---
name: jupytext
description: This skill should be used when the user asks to "convert notebook to text", "use jupytext", "version control notebooks", "share data between kernels", "set up multi-kernel project", "pair notebooks with Python files", "sync ipynb and py files", or needs multi-kernel projects (Python/R/Stata/SAS) with version-control-friendly notebooks.
---

## Contents

- [Execution Enforcement](#execution-enforcement)
- [Core Concepts](#core-concepts)
- [Multi-Kernel Data Sharing](#multi-kernel-data-sharing)
- [Workflow Integration](#workflow-integration)
- [Project Structure](#project-structure)
- [Kernel Specification](#kernel-specification)
- [Quick Troubleshooting](#quick-troubleshooting)
- [Additional Resources](#additional-resources)
- [Best Practices](#best-practices)

# Jupytext Skill

Jupytext converts Jupyter notebooks to/from text formats (.py, .R, .md), enabling version control and multi-kernel workflows.

## Execution Enforcement

### IRON LAW: NO EXECUTION CLAIM WITHOUT OUTPUT VERIFICATION

Before claiming ANY jupytext script executed successfully, follow this sequence:
1. **EXECUTE** using the papermill pipeline: `jupytext --to notebook --output - script.py | papermill - output.ipynb`
2. **CHECK** for execution errors (papermill exit code and stderr)
3. **VERIFY** output.ipynb exists and is non-empty
4. **INSPECT** outputs using notebook-debug skill verification
5. **CLAIM** success only after verification passes

This is non-negotiable.
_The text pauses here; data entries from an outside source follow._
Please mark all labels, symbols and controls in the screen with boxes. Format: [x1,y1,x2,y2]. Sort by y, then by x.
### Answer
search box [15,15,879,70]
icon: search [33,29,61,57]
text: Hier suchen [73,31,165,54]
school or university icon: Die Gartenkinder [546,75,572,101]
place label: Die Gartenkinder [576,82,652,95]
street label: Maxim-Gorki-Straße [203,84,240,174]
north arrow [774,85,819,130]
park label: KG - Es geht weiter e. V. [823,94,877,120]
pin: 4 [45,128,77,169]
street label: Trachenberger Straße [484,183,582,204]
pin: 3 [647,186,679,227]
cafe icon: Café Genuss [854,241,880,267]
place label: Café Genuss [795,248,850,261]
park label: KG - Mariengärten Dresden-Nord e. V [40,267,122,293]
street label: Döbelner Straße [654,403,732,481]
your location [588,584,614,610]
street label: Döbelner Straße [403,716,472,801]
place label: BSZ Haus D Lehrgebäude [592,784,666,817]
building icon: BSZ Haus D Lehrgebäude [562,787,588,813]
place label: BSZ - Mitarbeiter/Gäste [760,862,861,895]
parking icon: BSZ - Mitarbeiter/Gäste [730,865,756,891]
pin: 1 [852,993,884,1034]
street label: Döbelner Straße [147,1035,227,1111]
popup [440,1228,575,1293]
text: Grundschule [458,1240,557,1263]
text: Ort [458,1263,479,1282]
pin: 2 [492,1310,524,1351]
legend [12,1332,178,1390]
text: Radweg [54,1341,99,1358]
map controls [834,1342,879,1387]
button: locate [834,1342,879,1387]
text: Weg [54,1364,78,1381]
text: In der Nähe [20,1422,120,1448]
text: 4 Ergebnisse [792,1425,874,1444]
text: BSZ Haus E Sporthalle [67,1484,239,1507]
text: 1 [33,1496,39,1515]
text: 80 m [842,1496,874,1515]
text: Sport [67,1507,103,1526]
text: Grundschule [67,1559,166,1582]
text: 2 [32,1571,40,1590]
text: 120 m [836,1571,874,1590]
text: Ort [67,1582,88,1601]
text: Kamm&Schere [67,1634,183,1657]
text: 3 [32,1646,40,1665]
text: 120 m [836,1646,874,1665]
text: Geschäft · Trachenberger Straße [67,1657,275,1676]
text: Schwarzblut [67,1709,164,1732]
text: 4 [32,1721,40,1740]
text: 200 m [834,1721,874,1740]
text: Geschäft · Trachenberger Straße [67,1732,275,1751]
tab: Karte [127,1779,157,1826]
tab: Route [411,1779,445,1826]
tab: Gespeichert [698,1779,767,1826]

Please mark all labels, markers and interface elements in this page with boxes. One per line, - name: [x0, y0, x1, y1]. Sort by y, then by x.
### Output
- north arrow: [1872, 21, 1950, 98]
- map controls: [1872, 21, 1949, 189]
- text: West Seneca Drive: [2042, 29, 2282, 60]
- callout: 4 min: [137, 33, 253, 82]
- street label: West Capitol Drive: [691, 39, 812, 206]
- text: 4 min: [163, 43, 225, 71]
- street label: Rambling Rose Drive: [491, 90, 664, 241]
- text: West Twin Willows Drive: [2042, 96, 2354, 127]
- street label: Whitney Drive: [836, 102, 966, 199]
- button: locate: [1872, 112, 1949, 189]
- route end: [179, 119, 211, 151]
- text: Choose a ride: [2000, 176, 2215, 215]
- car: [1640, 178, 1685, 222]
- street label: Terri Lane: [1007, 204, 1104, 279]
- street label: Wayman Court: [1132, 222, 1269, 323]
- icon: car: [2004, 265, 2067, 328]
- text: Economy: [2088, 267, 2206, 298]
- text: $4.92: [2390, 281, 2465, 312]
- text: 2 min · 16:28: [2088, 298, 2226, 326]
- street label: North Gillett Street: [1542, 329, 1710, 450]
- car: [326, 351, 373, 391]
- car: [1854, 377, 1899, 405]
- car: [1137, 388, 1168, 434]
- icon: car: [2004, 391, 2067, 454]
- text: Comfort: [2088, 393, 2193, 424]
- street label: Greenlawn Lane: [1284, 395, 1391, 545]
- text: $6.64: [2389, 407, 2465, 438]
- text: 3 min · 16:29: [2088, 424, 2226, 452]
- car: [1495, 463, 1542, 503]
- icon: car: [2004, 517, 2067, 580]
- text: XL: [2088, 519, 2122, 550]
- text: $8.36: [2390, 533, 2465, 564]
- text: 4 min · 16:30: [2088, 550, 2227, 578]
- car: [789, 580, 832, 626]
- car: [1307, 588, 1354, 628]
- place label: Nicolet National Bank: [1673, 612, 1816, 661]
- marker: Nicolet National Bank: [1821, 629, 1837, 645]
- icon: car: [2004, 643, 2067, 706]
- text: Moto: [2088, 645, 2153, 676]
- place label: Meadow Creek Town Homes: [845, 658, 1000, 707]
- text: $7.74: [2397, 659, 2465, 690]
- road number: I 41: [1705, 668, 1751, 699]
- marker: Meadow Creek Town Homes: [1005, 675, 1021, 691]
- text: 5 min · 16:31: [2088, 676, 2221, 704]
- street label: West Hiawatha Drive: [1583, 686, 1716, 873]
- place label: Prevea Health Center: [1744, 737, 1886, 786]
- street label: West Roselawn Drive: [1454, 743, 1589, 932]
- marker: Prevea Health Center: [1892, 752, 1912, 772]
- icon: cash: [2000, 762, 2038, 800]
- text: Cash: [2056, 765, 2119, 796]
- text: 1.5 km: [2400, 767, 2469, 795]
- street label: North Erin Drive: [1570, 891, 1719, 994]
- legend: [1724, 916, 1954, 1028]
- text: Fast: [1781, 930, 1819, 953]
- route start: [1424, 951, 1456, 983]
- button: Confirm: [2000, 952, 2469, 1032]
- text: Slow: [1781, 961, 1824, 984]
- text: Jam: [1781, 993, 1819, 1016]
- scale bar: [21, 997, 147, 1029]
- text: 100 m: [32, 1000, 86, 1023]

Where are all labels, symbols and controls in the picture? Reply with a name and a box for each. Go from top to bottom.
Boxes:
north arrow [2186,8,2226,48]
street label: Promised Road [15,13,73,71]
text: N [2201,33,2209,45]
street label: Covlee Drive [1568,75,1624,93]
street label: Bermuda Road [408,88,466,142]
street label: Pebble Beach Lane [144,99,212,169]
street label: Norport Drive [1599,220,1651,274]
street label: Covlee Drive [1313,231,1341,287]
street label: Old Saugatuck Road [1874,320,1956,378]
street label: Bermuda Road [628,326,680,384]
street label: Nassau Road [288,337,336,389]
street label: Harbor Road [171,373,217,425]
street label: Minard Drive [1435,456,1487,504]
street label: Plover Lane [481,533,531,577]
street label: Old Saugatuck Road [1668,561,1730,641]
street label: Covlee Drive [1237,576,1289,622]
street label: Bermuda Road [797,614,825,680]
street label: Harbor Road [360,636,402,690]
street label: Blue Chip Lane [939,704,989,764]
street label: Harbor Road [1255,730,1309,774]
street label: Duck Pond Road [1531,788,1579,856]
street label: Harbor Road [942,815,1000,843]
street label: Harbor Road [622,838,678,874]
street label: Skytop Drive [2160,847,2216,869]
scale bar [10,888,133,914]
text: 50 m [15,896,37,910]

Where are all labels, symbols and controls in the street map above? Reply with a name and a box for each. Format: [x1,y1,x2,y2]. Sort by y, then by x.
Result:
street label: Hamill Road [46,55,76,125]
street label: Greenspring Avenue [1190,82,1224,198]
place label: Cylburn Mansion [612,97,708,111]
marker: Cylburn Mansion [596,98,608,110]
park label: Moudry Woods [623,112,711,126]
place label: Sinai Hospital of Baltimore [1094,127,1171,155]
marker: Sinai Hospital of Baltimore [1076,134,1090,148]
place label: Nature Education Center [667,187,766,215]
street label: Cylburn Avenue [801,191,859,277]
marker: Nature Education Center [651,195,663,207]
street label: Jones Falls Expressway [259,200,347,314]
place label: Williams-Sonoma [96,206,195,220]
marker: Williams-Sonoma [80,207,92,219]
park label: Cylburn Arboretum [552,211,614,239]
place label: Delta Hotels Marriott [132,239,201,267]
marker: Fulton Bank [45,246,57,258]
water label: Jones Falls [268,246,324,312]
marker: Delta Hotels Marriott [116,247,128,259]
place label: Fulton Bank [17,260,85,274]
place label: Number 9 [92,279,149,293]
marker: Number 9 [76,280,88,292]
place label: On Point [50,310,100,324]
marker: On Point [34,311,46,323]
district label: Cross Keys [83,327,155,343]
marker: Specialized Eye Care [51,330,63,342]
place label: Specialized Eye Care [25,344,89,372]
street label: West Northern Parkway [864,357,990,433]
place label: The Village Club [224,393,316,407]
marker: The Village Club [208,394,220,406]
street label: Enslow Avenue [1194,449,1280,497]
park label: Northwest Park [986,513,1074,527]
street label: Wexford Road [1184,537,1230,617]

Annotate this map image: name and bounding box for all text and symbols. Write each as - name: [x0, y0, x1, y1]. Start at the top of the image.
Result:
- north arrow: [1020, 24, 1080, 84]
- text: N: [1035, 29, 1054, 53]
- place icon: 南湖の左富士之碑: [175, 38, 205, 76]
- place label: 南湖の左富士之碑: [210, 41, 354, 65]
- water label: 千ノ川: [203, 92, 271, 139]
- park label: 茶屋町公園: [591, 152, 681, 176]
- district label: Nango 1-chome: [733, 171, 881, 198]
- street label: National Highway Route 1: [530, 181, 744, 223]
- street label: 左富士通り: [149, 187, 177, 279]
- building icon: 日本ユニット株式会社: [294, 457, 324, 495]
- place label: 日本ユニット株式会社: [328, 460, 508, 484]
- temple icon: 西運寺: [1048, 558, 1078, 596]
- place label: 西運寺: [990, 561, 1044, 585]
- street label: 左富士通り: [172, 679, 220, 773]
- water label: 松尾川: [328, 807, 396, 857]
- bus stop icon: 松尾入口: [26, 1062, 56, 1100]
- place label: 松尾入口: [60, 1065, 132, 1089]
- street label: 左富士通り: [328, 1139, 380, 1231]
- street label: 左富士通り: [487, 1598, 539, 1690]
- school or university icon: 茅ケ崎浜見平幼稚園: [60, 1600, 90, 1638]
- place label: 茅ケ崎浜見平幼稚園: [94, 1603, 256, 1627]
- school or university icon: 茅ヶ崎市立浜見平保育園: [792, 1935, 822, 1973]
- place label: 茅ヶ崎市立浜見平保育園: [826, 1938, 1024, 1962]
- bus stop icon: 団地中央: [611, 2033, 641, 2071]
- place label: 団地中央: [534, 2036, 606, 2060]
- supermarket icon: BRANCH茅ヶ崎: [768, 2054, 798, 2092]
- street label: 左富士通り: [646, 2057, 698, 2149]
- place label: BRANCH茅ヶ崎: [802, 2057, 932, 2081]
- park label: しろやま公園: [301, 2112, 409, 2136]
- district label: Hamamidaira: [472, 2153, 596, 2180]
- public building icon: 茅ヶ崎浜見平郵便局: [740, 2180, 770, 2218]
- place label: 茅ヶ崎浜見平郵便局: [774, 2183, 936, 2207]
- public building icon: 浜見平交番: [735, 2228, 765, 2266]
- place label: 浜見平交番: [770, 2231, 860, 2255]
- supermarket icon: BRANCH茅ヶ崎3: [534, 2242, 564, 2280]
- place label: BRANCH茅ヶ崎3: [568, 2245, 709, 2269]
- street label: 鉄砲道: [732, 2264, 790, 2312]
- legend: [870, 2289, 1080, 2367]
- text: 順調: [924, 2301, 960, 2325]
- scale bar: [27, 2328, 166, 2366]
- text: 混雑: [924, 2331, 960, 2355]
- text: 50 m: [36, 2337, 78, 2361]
Claiming "script works" without executing through papermill is LYING to the user.

### Rationalization Table - STOP If You Think:

| Excuse | Reality | Do Instead |
|--------|---------|------------|
| "I converted to ipynb, so it works" | Conversion ≠ execution | EXECUTE with papermill, not just convert |
| "The .py file looks correct" | Syntax correctness ≠ runtime correctness | RUN and CHECK outputs |
| "I'll let the user execute it" | You're passing broken code | VERIFY before claiming completion |
| "Just a conversion task, no execution needed" | User expects working notebook | EXECUTE to confirm it works |
| "I can use `jupyter nbconvert --execute`" | Papermill has better error handling | USE the recommended papermill pipeline |
| "I'll save the intermediate ipynb first" | Creates clutter | USE the recommended pipeline (no intermediate files) |
| "Exit code 0 means success" | Papermill can succeed with errors in cells | CHECK output.ipynb for tracebacks |

### Red Flags - STOP Immediately If You Think:

- "Let me just convert and return the ipynb" → NO. EXECUTE with papermill first.
- "The .py file is simple, can't have errors" → NO. Simple code fails too.
- "I'll execute without papermill" → NO. Use the recommended pipeline.
- "Conversion completed, so job done" → NO. Execution verification required.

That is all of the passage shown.